Collected data entries:
----
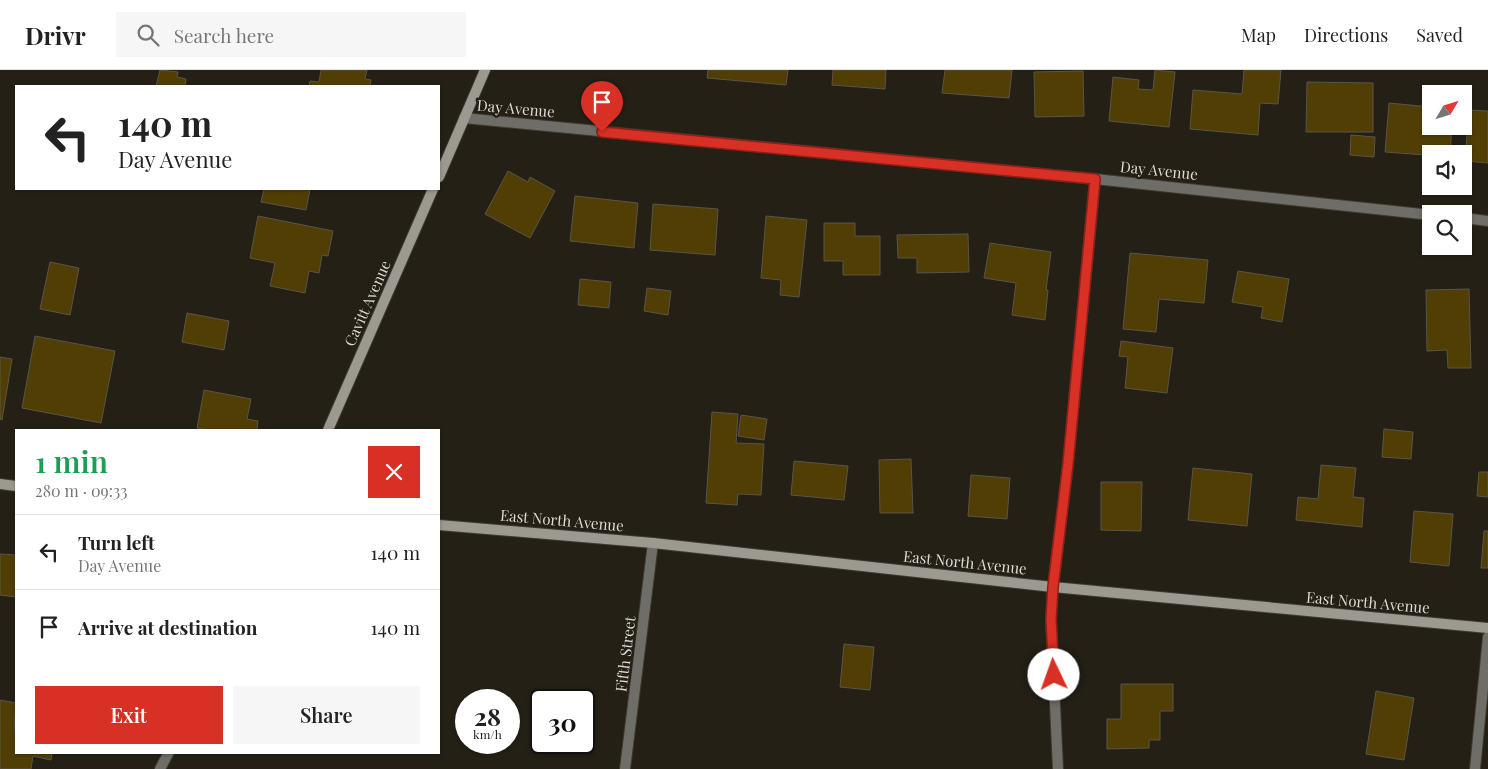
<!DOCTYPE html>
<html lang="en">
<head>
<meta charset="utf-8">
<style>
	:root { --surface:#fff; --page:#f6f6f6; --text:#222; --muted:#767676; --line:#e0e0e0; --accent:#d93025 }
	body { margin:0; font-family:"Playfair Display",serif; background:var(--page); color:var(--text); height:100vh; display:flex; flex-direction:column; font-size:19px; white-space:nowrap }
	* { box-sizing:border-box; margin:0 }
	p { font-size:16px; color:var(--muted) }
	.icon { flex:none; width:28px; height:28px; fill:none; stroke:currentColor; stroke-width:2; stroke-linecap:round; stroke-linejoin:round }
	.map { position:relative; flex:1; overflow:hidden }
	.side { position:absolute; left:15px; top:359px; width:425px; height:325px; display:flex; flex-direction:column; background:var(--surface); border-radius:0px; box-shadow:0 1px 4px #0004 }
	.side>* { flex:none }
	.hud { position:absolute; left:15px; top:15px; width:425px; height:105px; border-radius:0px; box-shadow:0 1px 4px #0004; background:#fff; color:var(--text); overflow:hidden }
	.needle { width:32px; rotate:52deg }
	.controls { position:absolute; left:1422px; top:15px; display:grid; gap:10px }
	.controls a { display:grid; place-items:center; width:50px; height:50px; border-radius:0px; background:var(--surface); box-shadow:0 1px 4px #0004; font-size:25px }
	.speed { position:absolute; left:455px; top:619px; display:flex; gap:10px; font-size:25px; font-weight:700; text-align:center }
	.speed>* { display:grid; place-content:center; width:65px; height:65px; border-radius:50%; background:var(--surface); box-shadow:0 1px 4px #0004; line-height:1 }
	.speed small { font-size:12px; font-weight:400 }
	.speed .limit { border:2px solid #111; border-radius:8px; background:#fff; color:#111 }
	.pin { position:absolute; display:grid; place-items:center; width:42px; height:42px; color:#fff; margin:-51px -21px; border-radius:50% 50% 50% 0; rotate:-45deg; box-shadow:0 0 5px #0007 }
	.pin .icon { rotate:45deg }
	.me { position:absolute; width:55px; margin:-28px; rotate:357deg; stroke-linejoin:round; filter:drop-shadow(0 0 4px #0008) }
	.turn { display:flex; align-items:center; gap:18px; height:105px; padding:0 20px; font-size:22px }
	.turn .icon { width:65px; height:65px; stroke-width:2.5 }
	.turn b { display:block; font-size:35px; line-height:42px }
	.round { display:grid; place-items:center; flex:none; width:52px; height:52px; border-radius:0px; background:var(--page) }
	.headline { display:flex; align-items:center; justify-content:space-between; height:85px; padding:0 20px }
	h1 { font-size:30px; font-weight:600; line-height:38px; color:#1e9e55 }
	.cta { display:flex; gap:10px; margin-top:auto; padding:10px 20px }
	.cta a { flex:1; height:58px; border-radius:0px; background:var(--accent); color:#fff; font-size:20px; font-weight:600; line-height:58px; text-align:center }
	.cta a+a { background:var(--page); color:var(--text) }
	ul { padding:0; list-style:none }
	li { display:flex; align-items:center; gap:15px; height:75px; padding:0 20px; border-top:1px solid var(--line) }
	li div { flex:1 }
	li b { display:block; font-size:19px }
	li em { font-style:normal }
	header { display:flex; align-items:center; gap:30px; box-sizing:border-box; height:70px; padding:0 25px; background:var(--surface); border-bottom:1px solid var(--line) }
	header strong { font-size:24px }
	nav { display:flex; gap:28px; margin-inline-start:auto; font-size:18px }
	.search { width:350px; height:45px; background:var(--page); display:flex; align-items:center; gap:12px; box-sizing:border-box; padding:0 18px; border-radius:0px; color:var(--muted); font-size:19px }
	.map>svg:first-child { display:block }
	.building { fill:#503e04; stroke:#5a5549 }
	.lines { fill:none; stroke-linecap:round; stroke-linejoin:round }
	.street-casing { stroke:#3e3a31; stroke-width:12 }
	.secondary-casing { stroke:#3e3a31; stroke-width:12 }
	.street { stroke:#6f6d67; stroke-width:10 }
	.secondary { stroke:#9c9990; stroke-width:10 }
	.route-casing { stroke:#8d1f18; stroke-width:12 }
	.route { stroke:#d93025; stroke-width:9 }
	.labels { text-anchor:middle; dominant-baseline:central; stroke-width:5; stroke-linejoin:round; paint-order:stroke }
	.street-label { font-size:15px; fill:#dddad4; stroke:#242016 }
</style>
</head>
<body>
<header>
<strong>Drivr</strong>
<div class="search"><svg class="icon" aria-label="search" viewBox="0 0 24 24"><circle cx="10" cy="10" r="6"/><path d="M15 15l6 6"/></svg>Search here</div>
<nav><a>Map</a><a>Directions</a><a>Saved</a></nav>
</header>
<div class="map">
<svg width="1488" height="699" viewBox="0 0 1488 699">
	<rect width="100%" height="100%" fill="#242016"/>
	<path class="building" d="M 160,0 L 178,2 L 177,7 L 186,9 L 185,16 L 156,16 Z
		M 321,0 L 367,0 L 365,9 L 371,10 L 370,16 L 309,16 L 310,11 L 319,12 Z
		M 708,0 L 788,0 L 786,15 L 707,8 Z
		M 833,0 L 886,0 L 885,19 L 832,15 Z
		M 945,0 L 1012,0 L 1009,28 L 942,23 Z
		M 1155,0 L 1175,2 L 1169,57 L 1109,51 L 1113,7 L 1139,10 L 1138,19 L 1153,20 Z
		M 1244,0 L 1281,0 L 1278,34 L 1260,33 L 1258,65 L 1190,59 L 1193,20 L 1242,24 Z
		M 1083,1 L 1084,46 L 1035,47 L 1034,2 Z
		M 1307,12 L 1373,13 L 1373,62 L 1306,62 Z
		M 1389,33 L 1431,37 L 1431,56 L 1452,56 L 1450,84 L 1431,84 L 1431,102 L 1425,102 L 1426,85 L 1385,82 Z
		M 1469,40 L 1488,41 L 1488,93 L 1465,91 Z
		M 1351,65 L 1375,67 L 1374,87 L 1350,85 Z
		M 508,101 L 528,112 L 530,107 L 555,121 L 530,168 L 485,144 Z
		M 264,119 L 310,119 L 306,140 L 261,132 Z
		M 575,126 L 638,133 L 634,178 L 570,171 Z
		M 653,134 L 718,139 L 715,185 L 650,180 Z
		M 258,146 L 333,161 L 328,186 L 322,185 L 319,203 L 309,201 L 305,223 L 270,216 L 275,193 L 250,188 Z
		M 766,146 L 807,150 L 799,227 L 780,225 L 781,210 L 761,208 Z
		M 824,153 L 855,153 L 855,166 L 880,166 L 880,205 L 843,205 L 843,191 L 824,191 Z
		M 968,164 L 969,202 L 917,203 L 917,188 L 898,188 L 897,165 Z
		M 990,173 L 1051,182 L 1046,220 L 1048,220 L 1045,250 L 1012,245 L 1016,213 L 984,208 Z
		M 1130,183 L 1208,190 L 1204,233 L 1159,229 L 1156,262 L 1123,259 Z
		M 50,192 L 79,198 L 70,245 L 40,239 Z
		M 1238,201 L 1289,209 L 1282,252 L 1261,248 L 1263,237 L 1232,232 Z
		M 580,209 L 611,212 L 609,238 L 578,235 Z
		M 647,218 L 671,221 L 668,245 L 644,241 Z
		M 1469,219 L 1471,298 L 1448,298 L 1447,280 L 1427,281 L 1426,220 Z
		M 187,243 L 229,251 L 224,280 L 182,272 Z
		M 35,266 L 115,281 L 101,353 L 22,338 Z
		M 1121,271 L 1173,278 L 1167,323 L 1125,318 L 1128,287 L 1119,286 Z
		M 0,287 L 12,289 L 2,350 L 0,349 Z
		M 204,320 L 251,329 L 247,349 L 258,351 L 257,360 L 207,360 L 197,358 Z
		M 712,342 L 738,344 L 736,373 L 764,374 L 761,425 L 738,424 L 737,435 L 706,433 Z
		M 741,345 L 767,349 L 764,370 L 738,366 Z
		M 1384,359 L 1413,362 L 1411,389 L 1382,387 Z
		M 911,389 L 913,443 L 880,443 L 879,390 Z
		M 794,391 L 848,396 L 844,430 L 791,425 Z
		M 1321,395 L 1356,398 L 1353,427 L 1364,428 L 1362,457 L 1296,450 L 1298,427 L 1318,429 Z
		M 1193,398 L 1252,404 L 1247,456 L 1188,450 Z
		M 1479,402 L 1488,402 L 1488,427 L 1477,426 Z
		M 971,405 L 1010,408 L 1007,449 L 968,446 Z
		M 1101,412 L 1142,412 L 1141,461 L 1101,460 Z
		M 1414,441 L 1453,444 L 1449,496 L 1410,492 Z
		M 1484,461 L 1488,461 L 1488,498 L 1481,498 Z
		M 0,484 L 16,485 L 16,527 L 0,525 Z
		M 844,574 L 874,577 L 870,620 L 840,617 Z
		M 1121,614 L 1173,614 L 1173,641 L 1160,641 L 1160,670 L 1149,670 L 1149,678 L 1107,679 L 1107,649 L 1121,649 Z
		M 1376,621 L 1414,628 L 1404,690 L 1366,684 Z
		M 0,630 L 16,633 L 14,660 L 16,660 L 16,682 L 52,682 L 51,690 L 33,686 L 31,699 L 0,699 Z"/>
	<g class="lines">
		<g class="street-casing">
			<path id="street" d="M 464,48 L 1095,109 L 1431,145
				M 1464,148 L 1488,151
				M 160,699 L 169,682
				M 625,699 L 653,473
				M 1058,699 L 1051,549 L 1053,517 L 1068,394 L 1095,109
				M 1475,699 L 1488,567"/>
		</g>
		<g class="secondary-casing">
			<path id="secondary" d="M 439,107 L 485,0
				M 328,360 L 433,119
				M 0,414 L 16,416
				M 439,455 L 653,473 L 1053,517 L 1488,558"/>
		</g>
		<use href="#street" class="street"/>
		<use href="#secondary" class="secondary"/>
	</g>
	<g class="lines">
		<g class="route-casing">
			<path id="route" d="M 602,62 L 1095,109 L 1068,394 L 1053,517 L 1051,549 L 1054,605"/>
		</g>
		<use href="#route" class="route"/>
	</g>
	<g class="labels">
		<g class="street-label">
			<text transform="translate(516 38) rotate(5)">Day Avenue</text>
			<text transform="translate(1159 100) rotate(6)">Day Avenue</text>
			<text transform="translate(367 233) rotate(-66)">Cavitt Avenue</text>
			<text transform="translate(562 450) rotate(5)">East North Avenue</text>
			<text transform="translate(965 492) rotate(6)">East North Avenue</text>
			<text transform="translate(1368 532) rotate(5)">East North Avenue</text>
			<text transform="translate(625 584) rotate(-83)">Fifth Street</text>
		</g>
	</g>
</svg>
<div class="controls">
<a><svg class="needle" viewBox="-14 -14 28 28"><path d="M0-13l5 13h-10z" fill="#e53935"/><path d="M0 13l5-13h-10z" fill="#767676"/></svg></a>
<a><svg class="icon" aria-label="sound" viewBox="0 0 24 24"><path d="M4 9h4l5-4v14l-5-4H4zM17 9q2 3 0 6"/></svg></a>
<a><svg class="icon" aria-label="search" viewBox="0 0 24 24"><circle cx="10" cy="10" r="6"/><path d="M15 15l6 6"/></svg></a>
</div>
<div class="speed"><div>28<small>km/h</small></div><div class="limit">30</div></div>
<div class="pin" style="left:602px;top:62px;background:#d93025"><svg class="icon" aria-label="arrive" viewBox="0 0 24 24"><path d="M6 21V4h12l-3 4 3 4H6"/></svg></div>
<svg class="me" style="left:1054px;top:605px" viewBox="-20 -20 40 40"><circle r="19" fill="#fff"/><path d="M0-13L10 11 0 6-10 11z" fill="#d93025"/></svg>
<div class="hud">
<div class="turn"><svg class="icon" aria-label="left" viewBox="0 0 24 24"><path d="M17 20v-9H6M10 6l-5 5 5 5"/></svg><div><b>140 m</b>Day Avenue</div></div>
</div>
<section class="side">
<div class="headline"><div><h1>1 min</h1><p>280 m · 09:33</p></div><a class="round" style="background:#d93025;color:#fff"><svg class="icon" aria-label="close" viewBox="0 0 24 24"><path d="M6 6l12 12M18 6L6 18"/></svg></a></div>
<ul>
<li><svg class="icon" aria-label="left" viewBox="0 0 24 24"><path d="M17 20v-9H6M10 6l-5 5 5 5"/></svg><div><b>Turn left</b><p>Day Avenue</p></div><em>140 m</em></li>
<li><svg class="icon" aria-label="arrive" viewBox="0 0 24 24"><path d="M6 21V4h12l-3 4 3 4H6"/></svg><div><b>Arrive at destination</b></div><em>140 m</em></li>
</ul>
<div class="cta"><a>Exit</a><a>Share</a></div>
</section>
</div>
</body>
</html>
----
# AIM OF THE EXERCISE
Print again, exactly, the lines of the records above from the first line through the line with "width:65px; height:65px; stroke-width:2.5". No pictures.

# RESPONSE BELOW
<!DOCTYPE html>
<html lang="en">
<head>
<meta charset="utf-8">
<style>
	:root { --surface:#fff; --page:#f6f6f6; --text:#222; --muted:#767676; --line:#e0e0e0; --accent:#d93025 }
	body { margin:0; font-family:"Playfair Display",serif; background:var(--page); color:var(--text); height:100vh; display:flex; flex-direction:column; font-size:19px; white-space:nowrap }
	* { box-sizing:border-box; margin:0 }
	p { font-size:16px; color:var(--muted) }
	.icon { flex:none; width:28px; height:28px; fill:none; stroke:currentColor; stroke-width:2; stroke-linecap:round; stroke-linejoin:round }
	.map { position:relative; flex:1; overflow:hidden }
	.side { position:absolute; left:15px; top:359px; width:425px; height:325px; display:flex; flex-direction:column; background:var(--surface); border-radius:0px; box-shadow:0 1px 4px #0004 }
	.side>* { flex:none }
	.hud { position:absolute; left:15px; top:15px; width:425px; height:105px; border-radius:0px; box-shadow:0 1px 4px #0004; background:#fff; color:var(--text); overflow:hidden }
	.needle { width:32px; rotate:52deg }
	.controls { position:absolute; left:1422px; top:15px; display:grid; gap:10px }
	.controls a { display:grid; place-items:center; width:50px; height:50px; border-radius:0px; background:var(--surface); box-shadow:0 1px 4px #0004; font-size:25px }
	.speed { position:absolute; left:455px; top:619px; display:flex; gap:10px; font-size:25px; font-weight:700; text-align:center }
	.speed>* { display:grid; place-content:center; width:65px; height:65px; border-radius:50%; background:var(--surface); box-shadow:0 1px 4px #0004; line-height:1 }
	.speed small { font-size:12px; font-weight:400 }
	.speed .limit { border:2px solid #111; border-radius:8px; background:#fff; color:#111 }
	.pin { position:absolute; display:grid; place-items:center; width:42px; height:42px; color:#fff; margin:-51px -21px; border-radius:50% 50% 50% 0; rotate:-45deg; box-shadow:0 0 5px #0007 }
	.pin .icon { rotate:45deg }
	.me { position:absolute; width:55px; margin:-28px; rotate:357deg; stroke-linejoin:round; filter:drop-shadow(0 0 4px #0008) }
	.turn { display:flex; align-items:center; gap:18px; height:105px; padding:0 20px; font-size:22px }
	.turn .icon { width:65px; height:65px; stroke-width:2.5 }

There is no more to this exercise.